[Stored data]
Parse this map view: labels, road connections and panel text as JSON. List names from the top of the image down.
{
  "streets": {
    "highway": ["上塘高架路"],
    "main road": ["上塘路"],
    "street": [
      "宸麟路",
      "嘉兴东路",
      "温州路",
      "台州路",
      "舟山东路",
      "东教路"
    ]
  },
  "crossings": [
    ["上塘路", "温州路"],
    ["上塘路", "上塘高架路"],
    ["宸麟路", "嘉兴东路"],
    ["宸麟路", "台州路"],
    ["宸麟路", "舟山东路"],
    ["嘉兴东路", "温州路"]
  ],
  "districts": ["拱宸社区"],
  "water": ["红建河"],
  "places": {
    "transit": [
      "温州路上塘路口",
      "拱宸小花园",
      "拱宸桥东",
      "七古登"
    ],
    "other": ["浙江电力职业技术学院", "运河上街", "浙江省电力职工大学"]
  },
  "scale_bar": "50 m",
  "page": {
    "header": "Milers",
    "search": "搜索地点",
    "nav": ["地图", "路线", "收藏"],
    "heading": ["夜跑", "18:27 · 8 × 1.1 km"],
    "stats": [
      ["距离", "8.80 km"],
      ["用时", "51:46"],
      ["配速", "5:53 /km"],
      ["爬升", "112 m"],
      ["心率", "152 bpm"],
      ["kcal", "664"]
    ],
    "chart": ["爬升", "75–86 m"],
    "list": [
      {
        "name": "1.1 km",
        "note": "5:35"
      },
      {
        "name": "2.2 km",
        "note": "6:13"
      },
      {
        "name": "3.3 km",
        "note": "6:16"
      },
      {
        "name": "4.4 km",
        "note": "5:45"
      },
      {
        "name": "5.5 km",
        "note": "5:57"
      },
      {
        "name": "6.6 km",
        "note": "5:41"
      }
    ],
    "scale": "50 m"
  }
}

▶ **WHAT YOU SHOULD DO**
Each record shown above must be printed once more, exactly.

▶ **ANSWER TO THIS EXERCISE**
Parse this map view: labels, road connections and panel text as JSON. List names from the top of the image down.
{
  "streets": {
    "highway": ["上塘高架路"],
    "main road": ["上塘路"],
    "street": [
      "宸麟路",
      "嘉兴东路",
      "温州路",
      "台州路",
      "舟山东路",
      "东教路"
    ]
  },
  "crossings": [
    ["上塘路", "温州路"],
    ["上塘路", "上塘高架路"],
    ["宸麟路", "嘉兴东路"],
    ["宸麟路", "台州路"],
    ["宸麟路", "舟山东路"],
    ["嘉兴东路", "温州路"]
  ],
  "districts": ["拱宸社区"],
  "water": ["红建河"],
  "places": {
    "transit": [
      "温州路上塘路口",
      "拱宸小花园",
      "拱宸桥东",
      "七古登"
    ],
    "other": ["浙江电力职业技术学院", "运河上街", "浙江省电力职工大学"]
  },
  "scale_bar": "50 m",
  "page": {
    "header": "Milers",
    "search": "搜索地点",
    "nav": ["地图", "路线", "收藏"],
    "heading": ["夜跑", "18:27 · 8 × 1.1 km"],
    "stats": [
      ["距离", "8.80 km"],
      ["用时", "51:46"],
      ["配速", "5:53 /km"],
      ["爬升", "112 m"],
      ["心率", "152 bpm"],
      ["kcal", "664"]
    ],
    "chart": ["爬升", "75–86 m"],
    "list": [
      {
        "name": "1.1 km",
        "note": "5:35"
      },
      {
        "name": "2.2 km",
        "note": "6:13"
      },
      {
        "name": "3.3 km",
        "note": "6:16"
      },
      {
        "name": "4.4 km",
        "note": "5:45"
      },
      {
        "name": "5.5 km",
        "note": "5:57"
      },
      {
        "name": "6.6 km",
        "note": "5:41"
      }
    ],
    "scale": "50 m"
  }
}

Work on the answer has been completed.